Dès lors, les progrès sont lents. Par facilité, des préfectures ont recours à des mesures d’interdiction de déplacement pas toujours proportionnées à la gravité des risques. Des clubs traînent encore les pieds à nommer un référent supporters. Certains ultras se complaisent dans une posture de victimes du système, qui correspond à une partie de la réalité, mais qui leur évite parfois d’assumer leurs responsabilités. Parmi les groupes ultras sollicités pour l’atelier policiers-supporters de novembre, plusieurs ont refusé par principe le dialogue avec la police, tout en reprochant à la DNLH de ne pas les écouter. L’instance nationale du supportérisme n’est pas suffisamment exploitée par la ministre des Sports, Laura Flessel, moins sensible à ce sujet que son prédécesseur Thierry Braillard.

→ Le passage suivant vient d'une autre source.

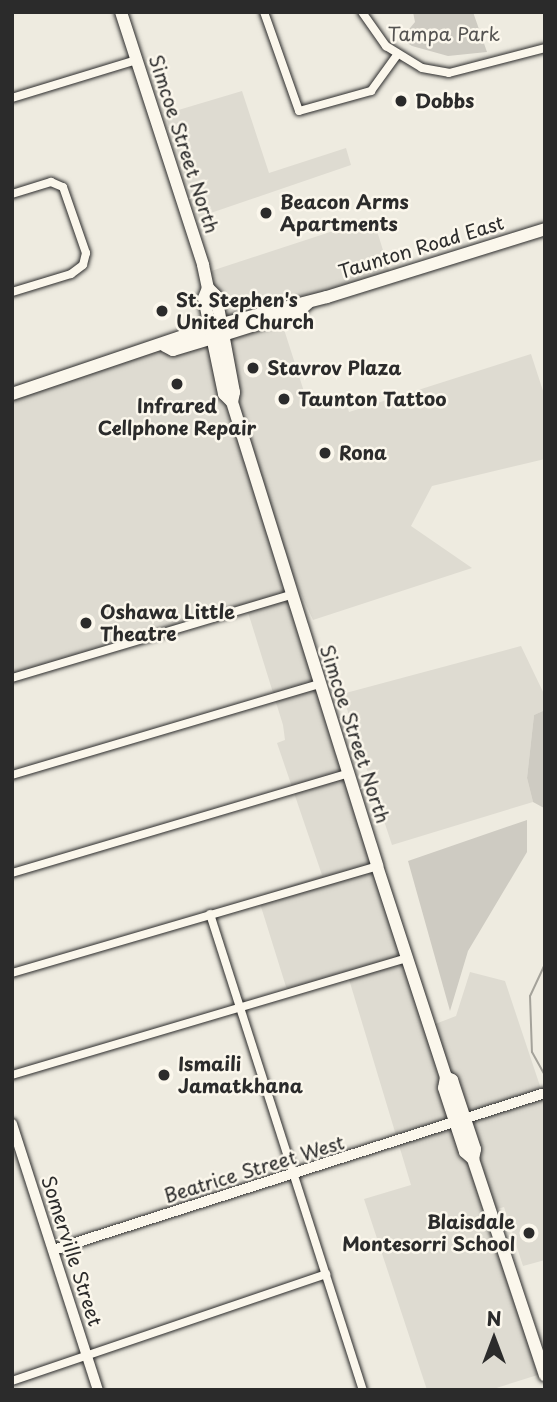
<!DOCTYPE html>
<style>
body{margin:0}
#map{position:relative;width:557px;height:1402px;overflow:hidden;background:#eeebe0;font-family:"Playpen Sans",sans-serif}
div>[style]{position:absolute}
.built>*{inset:0;background:#dedbd1}
.green>*{inset:0;background:#cecbc2}
.stream>*{height:2px;margin:-1px;padding:0 1px;transform-origin:1px;border-radius:1px;background:#a4a29a}
.roads{filter:drop-shadow(0 0 2px #2b2b2b) drop-shadow(0 0 2px #2b2b2b)}
.minor>*{height:8px;margin:-4px;padding:0 4px;transform-origin:4px;border-radius:4px;background:#fbf7ec}
.tertiary>*{height:10px;margin:-5px;padding:0 5px;transform-origin:5px;border-radius:5px;background:#fbf7ec}
.secondary>*{height:12px;margin:-6px;padding:0 6px;transform-origin:6px;border-radius:6px;background:#fbf7ec}
.dots>*{width:19px;height:19px;translate:-50% -50%;box-sizing:border-box;border:4px solid #fbf7ec;border-radius:50%}
span{translate:-50% -50%;white-space:nowrap;text-align:center;line-height:1.15;-webkit-text-stroke:5px #fbf7ec;paint-order:stroke}
.park-label{font-size:19px;color:#545351}
.poi-label{font-size:19px;color:#2b2b2b;font-weight:700}
.left{translate:0 -50%;text-align:left}
.right{translate:-100% -50%;text-align:right}
.street-label{font-size:19px;color:#2b2b2b}
.frame{position:absolute;inset:0;border:14px solid #2b2b2b;pointer-events:none}
.north{position:absolute;left:459px;top:1304px;width:70px;height:70px;-webkit-text-stroke:5px #fbf7ec;paint-order:stroke;rotate:0deg;font-size:19px;font-weight:700;line-height:28px;text-align:center;color:#2b2b2b}
.north::after{content:'';display:block;margin:auto;width:24px;height:32px;background:#2b2b2b;clip-path:polygon(50% 0,100% 100%,50% 72%,0 100%)}
</style>
<div id="map">
<div class="built">
<div style="clip-path:polygon(242px 91px,269px 173px,346px 148px,351px 165px,199px 217px,165px 114px)"></div>
<div style="clip-path:polygon(373px 218px,391px 276px,310px 302px,281px 320px,308px 404px,343px 393px,349px 412px,531px 354px,545px 397px,545px 459px,432px 486px,411px 526px,472px 568px,313px 620px,271px 528px,430px 1026px,456px 1016px,470px 972px,505px 981px,545px 1101px,545px 1260px,523px 1266px,504px 1207px,490px 1211px,544px 1373px,490px 1390px,427px 1390px,364px 1199px,411px 1185px,348px 976px,287px 990px,258px 897px,322px 875px,277px 743px,285px 740px,283px 725px,247px 609px,12px 678px,12px 394px,165px 346px,212px 339px,205px 273px)"></div>
<div style="clip-path:polygon(521px 646px,545px 696px,545px 710px,534px 715px,527px 778px,533px 802px,392px 845px,342px 694px)"></div>
</div>
<div class="green">
<div style="clip-path:polygon(413px 12px,473px 12px,487px 52px,448px 56px,412px 46px,401px 39px,415px 22px)"></div>
<div style="clip-path:polygon(545px 710px,545px 808px,544px 808px,533px 802px,527px 778px,534px 715px)"></div>
<div style="clip-path:polygon(527px 820px,527px 852px,468px 951px,450px 1011px,408px 861px)"></div>
</div>
<div class="stream">
<div style="left:545px;top:964px;width:35px;rotate:115deg"></div>
<div style="left:530px;top:996px;width:56px;rotate:88deg"></div>
<div style="left:532px;top:1052px;width:26px;rotate:61deg"></div>
</div>
<div class="roads">
<div class="minor">
<div style="left:264px;top:12px;width:105px;rotate:70.5deg"></div>
<div style="left:299px;top:111px;width:75px;rotate:-15.5deg"></div>
<div style="left:371px;top:91px;width:44px;rotate:-54.2deg"></div>
<div style="left:362px;top:12px;width:42px;rotate:54.8deg"></div>
<div style="left:386px;top:46px;width:42px;rotate:31.4deg"></div>
<div style="left:422px;top:68px;width:27px;rotate:10deg"></div>
<div style="left:449px;top:73px;width:99px;rotate:-14.6deg"></div>
<div style="left:12px;top:98px;width:130px;rotate:-17deg"></div>
<div style="left:12px;top:194px;width:41px;rotate:-17.1deg"></div>
<div style="left:51px;top:182px;width:13px;rotate:23deg"></div>
<div style="left:63px;top:187px;width:70px;rotate:70.8deg"></div>
<div style="left:86px;top:253px;width:12px;rotate:104deg"></div>
<div style="left:83px;top:265px;width:15px;rotate:143deg"></div>
<div style="left:71px;top:274px;width:62px;rotate:163deg"></div>
<div style="left:12px;top:678px;width:291px;rotate:-16.6deg"></div>
<div style="left:12px;top:775px;width:320px;rotate:-16.5deg"></div>
<div style="left:12px;top:873px;width:352px;rotate:-16.5deg"></div>
<div style="left:210px;top:914px;width:500px;rotate:72.2deg"></div>
<div style="left:12px;top:973px;width:380px;rotate:-16.3deg"></div>
<div style="left:12px;top:1075px;width:412px;rotate:-16.5deg"></div>
<div style="left:12px;top:1381px;width:332px;rotate:-18.8deg"></div>
</div>
<div class="tertiary">
<div style="left:12px;top:1124px;width:280px;rotate:72.1deg"></div>
<div style="left:53px;top:1250px;width:516px;rotate:-17.7deg"></div>
</div>
<div class="secondary">
<div style="left:121px;top:12px;width:266px;rotate:72deg"></div>
<div style="left:203px;top:265px;width:24px;rotate:78deg"></div>
<div style="left:208px;top:288px;width:11px;rotate:112deg"></div>
<div style="left:204px;top:298px;width:98px;rotate:78.2deg"></div>
<div style="left:224px;top:394px;width:11px;rotate:45deg"></div>
<div style="left:232px;top:402px;width:486px;rotate:72.6deg"></div>
<div style="left:377px;top:866px;width:222px;rotate:71.9deg"></div>
<div style="left:446px;top:1077px;width:7px;rotate:27deg"></div>
<div style="left:452px;top:1080px;width:73px;rotate:71.6deg"></div>
<div style="left:475px;top:1149px;width:10px;rotate:101deg"></div>
<div style="left:473px;top:1159px;width:228px;rotate:71.6deg"></div>
<div style="left:208px;top:288px;width:11px;rotate:45deg"></div>
<div style="left:216px;top:296px;width:98px;rotate:79.4deg"></div>
<div style="left:234px;top:392px;width:10px;rotate:101deg"></div>
<div style="left:165px;top:346px;width:9px;rotate:27deg"></div>
<div style="left:173px;top:350px;width:52px;rotate:-16.7deg"></div>
<div style="left:223px;top:335px;width:80px;rotate:-17.5deg"></div>
<div style="left:299px;top:311px;width:13px;rotate:-42deg"></div>
<div style="left:12px;top:394px;width:209px;rotate:-18.7deg"></div>
<div style="left:210px;top:327px;width:121px;rotate:-14.4deg"></div>
<div style="left:327px;top:297px;width:228px;rotate:-17.3deg"></div>
<div style="left:446px;top:1077px;width:11px;rotate:100deg"></div>
<div style="left:444px;top:1088px;width:67px;rotate:71.8deg"></div>
<div style="left:465px;top:1152px;width:11px;rotate:41deg"></div>
</div>
</div>
<div class="dots">
<div style="left:401px;top:101px;background:#2b2b2b"></div>
<div style="left:266px;top:213px;background:#2b2b2b"></div>
<div style="left:162px;top:311px;background:#2b2b2b"></div>
<div style="left:253px;top:368px;background:#2b2b2b"></div>
<div style="left:177px;top:384px;background:#2b2b2b"></div>
<div style="left:284px;top:399px;background:#2b2b2b"></div>
<div style="left:325px;top:453px;background:#2b2b2b"></div>
<div style="left:86px;top:623px;background:#2b2b2b"></div>
<div style="left:164px;top:1075px;background:#2b2b2b"></div>
<div style="left:529px;top:1233px;background:#2b2b2b"></div>
</div>
<div class="park-label">
<span style="left:444px;top:34px">Tampa Park</span>
</div>
<div class="poi-label">
<span class="left" style="left:415px;top:101px">Dobbs</span>
<span class="left" style="left:280px;top:213px">Beacon Arms<br>Apartments</span>
<span class="left" style="left:176px;top:311px">St. Stephen's<br>United Church</span>
<span class="left" style="left:267px;top:368px">Stavrov Plaza</span>
<span class="left" style="left:298px;top:399px">Taunton Tattoo</span>
<span style="left:177px;top:417px">Infrared<br>Cellphone Repair</span>
<span class="left" style="left:339px;top:453px">Rona</span>
<span class="left" style="left:100px;top:623px">Oshawa Little<br>Theatre</span>
<span class="left" style="left:178px;top:1075px">Ismaili<br>Jamatkhana</span>
<span class="right" style="left:515px;top:1233px">Blaisdale<br>Montesorri School</span>
</div>
<div class="street-label">
<span style="left:184px;top:144px;rotate:72deg">Simcoe Street North</span>
<span style="left:421px;top:247px;rotate:-17deg">Taunton Road East</span>
<span style="left:355px;top:734px;rotate:72deg">Simcoe Street North</span>
<span style="left:254px;top:1169px;rotate:-17deg">Beatrice Street West</span>
<span style="left:72px;top:1251px;rotate:72deg">Somerville Street</span>
</div>
<div class="frame"></div>
<div class="north">N</div>
</div>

Qui sait que les premières formations destinées aux référents supporters sont planifiées au printemps ? Qui sait que, à la suite des incidents d’Amiens-Lille, un groupe de travail sur l’accueil des supporters dans les stades a été lancé au sein de l’instance et qu’il va étudier notamment les conditions d’un éventuel retour de tribunes debout sécurisées ?

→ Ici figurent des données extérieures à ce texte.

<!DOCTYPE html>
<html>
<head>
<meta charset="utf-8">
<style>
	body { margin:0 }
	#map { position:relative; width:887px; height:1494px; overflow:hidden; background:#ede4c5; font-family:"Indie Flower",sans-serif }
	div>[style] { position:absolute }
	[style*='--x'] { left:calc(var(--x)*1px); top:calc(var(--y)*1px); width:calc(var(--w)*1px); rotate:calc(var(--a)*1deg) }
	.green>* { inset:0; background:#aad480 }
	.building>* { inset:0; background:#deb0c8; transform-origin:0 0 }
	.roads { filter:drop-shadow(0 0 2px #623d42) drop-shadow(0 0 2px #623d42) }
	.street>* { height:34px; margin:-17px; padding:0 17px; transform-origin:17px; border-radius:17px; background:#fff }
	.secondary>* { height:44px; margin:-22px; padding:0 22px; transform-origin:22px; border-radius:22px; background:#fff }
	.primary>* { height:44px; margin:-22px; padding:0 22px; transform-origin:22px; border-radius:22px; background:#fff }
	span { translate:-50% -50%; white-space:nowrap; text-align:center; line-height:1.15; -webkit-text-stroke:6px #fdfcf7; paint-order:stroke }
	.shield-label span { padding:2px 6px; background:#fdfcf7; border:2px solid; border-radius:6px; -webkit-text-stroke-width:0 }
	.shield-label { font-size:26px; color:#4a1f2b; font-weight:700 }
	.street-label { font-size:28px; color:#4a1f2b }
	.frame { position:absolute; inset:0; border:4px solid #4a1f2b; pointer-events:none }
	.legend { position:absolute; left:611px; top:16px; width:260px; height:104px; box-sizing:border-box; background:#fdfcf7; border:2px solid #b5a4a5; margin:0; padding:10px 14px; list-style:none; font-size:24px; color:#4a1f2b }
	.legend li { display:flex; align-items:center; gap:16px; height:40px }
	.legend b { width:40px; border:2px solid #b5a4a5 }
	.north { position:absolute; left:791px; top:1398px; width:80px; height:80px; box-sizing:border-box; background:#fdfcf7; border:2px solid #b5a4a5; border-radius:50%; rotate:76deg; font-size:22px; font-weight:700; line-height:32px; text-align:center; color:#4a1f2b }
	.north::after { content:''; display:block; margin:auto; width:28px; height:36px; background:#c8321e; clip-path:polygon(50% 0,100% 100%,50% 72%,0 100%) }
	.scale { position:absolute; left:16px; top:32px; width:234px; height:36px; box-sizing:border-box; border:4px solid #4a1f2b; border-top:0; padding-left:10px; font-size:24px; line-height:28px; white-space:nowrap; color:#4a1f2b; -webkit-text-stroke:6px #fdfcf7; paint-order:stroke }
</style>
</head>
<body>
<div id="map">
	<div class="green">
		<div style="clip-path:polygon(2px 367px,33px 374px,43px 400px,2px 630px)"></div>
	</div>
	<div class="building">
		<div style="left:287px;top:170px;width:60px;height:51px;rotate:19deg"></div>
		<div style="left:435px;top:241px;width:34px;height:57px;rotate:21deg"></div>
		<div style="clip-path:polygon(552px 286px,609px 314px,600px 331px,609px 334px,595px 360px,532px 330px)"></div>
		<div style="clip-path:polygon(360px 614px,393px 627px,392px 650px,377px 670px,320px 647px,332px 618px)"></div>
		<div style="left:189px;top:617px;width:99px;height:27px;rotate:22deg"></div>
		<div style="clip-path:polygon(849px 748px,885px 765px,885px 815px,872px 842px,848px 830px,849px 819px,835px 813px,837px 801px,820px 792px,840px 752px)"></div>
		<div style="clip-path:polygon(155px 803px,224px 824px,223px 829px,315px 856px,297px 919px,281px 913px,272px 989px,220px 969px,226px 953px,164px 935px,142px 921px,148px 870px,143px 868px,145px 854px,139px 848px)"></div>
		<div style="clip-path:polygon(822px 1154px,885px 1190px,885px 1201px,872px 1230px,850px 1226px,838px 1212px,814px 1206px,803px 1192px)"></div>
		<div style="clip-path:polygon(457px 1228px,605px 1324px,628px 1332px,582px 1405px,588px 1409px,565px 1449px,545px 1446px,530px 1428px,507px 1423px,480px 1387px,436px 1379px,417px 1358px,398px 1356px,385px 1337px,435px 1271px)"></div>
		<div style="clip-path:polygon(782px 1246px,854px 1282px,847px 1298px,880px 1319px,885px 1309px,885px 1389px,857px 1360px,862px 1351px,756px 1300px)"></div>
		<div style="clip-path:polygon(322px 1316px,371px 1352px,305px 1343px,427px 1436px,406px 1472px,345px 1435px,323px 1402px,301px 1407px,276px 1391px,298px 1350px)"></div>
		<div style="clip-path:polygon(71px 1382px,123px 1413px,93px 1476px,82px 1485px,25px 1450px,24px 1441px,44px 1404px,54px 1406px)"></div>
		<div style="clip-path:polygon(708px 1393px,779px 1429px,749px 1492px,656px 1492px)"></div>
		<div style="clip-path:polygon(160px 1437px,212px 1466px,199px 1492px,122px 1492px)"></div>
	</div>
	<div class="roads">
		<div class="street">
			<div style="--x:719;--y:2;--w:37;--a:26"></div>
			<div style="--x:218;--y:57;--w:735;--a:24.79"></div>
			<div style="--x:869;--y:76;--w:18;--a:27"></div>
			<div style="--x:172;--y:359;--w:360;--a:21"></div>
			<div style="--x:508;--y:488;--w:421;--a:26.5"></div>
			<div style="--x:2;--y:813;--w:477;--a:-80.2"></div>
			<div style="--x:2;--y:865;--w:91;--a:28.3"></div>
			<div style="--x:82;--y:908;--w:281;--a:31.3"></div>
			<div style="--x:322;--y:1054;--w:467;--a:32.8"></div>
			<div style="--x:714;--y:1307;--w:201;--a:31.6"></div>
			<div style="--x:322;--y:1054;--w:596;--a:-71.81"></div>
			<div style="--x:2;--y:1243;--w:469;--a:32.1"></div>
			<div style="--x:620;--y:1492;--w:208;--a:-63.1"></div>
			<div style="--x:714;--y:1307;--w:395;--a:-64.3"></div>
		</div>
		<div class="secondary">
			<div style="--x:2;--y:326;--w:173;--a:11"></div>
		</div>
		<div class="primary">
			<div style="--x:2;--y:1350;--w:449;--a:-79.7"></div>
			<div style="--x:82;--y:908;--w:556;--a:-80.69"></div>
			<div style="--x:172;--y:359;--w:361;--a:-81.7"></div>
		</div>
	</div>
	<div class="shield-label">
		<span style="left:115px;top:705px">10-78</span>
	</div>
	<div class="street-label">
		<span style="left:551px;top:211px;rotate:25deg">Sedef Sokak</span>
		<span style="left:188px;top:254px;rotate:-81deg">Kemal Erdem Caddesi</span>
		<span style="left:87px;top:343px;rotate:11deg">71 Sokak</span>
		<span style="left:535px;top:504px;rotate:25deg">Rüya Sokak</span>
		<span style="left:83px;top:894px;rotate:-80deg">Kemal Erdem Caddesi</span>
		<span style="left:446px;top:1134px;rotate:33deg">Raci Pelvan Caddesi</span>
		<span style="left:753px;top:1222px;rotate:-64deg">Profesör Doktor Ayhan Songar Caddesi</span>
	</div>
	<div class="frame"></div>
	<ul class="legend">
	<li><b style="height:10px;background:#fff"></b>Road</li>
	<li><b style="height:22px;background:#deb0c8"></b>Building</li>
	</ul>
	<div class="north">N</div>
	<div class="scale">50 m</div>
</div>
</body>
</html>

Enfin, sous prétexte d’indépendance, la commission de discipline de la LFP reste à l’écart de ces réflexions. Pourtant, sa politique de sanctions n’est pas efficace contre les fumigènes, elle ne lutte en rien contre les violences, elle contribue à vider les stades et elle dresse les ultras contre leurs clubs et les autorités. La LFP et les clubs pourraient inciter cette commission à mieux prendre en compte le contexte dans lequel elle sanctionne et les effets de ses décisions. Depuis des années, les fumigènes pourrissent les relations entre acteurs du football. Il est urgent que toutes les parties prenantes, y compris les commissions de discipline, se mettent autour de la table pour traiter ce sujet, pour imaginer des allumages sécurisés et des sanctions plus adaptées en cas d’usage dangereux. Voire pour réfléchir à d’éventuelles évolutions des lois et des règlements.